The alternative that the Air Force ultimately chose will expand the existing Talon Military Operation Area (MOA) that Holloman currently uses over southeastern New Mexico, east of Alamogordo, where military aircraft have trained intensively for a long time. Senator Martin Heinrich and recently retired Senator Tom Udall have been outspoken proponents of choosing the alternative with the least negative impacts on nature, public lands, and the communities of southern New Mexico.
“Veterans groups have been strong allies of ours in conserving public lands,” said Allison. “They know that public lands offer solace and healing for many returning combat veterans. How ironic and devastating it would have been to take this away from them. We honor the service of all those in uniform. We also think protecting America’s first Wilderness is patriotic and are relieved that the Air Force came to the same conclusion.”

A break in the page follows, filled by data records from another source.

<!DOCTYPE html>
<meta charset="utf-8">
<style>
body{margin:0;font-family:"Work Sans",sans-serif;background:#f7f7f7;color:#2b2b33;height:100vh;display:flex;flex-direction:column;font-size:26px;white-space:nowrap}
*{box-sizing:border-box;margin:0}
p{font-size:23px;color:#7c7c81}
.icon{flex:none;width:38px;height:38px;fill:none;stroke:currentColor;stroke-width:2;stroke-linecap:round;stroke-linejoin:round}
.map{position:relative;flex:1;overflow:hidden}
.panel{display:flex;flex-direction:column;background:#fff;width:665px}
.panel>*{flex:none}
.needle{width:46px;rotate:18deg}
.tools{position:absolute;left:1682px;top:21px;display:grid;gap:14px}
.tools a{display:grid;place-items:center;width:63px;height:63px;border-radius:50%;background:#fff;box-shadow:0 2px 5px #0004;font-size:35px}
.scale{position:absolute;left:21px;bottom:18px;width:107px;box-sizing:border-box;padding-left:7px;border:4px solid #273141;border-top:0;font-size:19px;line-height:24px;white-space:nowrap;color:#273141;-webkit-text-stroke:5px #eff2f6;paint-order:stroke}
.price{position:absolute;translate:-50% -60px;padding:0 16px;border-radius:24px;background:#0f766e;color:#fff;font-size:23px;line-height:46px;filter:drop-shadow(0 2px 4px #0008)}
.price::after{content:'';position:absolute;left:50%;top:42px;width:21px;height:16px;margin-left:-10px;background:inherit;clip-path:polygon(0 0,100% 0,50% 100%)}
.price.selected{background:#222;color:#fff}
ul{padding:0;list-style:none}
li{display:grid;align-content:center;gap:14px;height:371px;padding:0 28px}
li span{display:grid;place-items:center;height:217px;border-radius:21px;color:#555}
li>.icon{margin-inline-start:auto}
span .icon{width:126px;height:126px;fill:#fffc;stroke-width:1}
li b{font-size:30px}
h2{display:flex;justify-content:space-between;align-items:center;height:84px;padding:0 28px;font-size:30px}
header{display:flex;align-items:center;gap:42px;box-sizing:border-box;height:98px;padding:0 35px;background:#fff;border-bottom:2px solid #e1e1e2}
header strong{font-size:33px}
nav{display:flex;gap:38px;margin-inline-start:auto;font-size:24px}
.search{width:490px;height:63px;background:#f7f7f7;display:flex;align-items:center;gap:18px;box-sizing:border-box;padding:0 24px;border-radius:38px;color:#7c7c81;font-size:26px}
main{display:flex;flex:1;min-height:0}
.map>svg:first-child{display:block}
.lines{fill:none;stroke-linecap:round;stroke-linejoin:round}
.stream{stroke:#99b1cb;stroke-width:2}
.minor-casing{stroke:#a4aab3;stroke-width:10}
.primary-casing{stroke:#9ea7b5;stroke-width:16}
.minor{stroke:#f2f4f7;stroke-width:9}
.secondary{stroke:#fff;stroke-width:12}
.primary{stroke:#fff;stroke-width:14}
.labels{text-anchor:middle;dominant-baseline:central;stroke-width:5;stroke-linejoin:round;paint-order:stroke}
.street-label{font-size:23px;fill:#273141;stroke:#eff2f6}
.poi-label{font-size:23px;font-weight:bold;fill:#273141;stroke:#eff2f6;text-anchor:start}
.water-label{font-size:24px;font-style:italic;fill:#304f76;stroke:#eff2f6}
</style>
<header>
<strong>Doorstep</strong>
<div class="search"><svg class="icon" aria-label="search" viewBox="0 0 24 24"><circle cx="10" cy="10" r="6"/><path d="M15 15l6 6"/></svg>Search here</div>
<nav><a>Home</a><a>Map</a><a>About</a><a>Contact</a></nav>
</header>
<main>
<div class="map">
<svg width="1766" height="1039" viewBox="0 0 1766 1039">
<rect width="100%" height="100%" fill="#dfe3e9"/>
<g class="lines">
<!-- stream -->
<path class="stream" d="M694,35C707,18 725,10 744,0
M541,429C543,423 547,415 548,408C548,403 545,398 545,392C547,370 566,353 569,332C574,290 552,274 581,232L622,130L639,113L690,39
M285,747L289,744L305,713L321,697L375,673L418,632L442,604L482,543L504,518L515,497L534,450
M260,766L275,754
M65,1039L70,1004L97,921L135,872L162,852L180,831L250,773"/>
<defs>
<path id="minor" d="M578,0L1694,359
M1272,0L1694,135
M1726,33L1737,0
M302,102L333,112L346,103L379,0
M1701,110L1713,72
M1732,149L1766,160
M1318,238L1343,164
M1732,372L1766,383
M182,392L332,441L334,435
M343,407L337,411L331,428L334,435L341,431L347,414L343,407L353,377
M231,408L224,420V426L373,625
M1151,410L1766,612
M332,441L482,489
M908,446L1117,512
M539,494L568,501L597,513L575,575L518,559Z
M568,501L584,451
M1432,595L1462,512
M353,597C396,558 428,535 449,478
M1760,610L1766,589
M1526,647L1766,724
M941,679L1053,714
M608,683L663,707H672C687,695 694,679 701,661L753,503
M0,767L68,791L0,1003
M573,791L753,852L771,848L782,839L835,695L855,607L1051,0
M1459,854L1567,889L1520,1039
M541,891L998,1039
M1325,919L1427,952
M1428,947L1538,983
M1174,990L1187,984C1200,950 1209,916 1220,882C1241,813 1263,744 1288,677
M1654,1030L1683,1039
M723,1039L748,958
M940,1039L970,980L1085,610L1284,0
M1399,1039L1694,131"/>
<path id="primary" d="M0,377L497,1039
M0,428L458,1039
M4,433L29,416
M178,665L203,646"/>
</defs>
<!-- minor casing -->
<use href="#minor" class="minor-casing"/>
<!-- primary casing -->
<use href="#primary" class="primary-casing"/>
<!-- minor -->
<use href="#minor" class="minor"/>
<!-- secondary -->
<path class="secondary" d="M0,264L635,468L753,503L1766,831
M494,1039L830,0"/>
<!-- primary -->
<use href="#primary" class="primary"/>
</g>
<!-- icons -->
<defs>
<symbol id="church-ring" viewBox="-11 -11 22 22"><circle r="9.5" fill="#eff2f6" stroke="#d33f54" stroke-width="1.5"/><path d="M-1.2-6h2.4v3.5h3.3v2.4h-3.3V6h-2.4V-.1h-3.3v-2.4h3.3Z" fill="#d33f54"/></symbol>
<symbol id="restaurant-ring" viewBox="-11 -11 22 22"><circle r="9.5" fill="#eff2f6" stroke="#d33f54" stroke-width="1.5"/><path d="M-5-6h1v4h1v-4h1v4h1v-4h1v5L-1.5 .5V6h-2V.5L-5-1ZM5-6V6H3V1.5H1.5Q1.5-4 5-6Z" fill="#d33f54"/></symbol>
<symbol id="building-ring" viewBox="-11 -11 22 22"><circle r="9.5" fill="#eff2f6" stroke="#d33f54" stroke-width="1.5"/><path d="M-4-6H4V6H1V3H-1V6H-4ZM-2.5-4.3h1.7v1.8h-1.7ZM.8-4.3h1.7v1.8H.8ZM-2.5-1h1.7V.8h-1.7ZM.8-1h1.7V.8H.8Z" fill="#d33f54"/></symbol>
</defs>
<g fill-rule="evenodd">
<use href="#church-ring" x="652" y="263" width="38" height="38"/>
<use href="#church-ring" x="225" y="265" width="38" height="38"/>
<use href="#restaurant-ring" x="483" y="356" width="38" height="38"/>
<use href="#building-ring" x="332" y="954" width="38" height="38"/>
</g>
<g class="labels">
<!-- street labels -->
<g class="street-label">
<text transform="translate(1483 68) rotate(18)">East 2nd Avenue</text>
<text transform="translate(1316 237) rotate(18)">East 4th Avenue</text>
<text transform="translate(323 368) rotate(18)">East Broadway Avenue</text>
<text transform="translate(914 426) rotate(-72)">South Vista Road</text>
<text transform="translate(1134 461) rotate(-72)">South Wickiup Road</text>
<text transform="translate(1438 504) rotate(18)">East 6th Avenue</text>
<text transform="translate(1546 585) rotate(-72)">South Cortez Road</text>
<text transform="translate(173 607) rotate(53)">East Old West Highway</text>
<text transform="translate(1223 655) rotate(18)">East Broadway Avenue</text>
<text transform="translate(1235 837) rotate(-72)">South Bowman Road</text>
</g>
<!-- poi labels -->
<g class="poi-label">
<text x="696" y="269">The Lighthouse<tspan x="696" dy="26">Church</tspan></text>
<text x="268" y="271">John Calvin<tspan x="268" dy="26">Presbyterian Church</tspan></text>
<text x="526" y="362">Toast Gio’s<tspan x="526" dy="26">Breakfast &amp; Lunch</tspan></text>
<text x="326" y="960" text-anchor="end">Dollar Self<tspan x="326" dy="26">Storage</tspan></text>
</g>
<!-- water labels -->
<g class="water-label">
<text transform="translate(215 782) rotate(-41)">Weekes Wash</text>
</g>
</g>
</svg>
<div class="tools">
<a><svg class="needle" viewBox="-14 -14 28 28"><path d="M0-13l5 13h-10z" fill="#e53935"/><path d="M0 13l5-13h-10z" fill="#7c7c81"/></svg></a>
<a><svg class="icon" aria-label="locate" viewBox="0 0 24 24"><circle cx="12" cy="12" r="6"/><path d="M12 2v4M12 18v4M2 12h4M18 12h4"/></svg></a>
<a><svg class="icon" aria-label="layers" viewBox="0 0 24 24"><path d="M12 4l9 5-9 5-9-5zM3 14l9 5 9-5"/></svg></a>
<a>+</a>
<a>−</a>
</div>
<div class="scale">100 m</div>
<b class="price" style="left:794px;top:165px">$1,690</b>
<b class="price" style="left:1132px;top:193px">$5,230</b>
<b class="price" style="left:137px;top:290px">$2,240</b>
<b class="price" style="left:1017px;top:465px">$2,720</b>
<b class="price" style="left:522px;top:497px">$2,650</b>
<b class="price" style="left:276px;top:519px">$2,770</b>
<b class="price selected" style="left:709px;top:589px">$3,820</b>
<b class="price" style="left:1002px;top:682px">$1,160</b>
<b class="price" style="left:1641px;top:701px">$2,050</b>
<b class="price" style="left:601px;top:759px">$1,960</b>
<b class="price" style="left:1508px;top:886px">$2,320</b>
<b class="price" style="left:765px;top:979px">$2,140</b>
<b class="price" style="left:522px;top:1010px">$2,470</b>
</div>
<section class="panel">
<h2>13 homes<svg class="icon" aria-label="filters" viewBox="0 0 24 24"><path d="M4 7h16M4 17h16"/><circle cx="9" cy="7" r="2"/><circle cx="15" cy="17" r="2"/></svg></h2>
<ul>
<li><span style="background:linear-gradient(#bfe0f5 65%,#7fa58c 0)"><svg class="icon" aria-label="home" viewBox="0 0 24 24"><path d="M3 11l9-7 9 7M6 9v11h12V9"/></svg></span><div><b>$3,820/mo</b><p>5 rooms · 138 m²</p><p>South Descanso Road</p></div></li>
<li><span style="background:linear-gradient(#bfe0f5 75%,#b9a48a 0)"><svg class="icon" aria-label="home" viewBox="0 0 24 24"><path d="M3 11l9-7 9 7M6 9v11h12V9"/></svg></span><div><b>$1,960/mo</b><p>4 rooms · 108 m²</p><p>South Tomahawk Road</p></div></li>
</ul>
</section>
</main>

The Gila Wilderness, established in 1924, was the world’s first federally designated wilderness area and is home to an abundance of endangered and threatened wildlife species, cultural sites, and New Mexico’s last free-flowing river, the Gila River. The Gila Wilderness is also a beloved destination for traditional users and outdoor enthusiasts, propping up the local economy in nearby communities like Silver City. The Organ Mountains-Desert Peaks National Monument was established in 2014 after years of grassroots advocacy by New Mexicans.
The Final EIS release initiates a 30-day Waiting Period before the Record of Decision (ROD) is signed.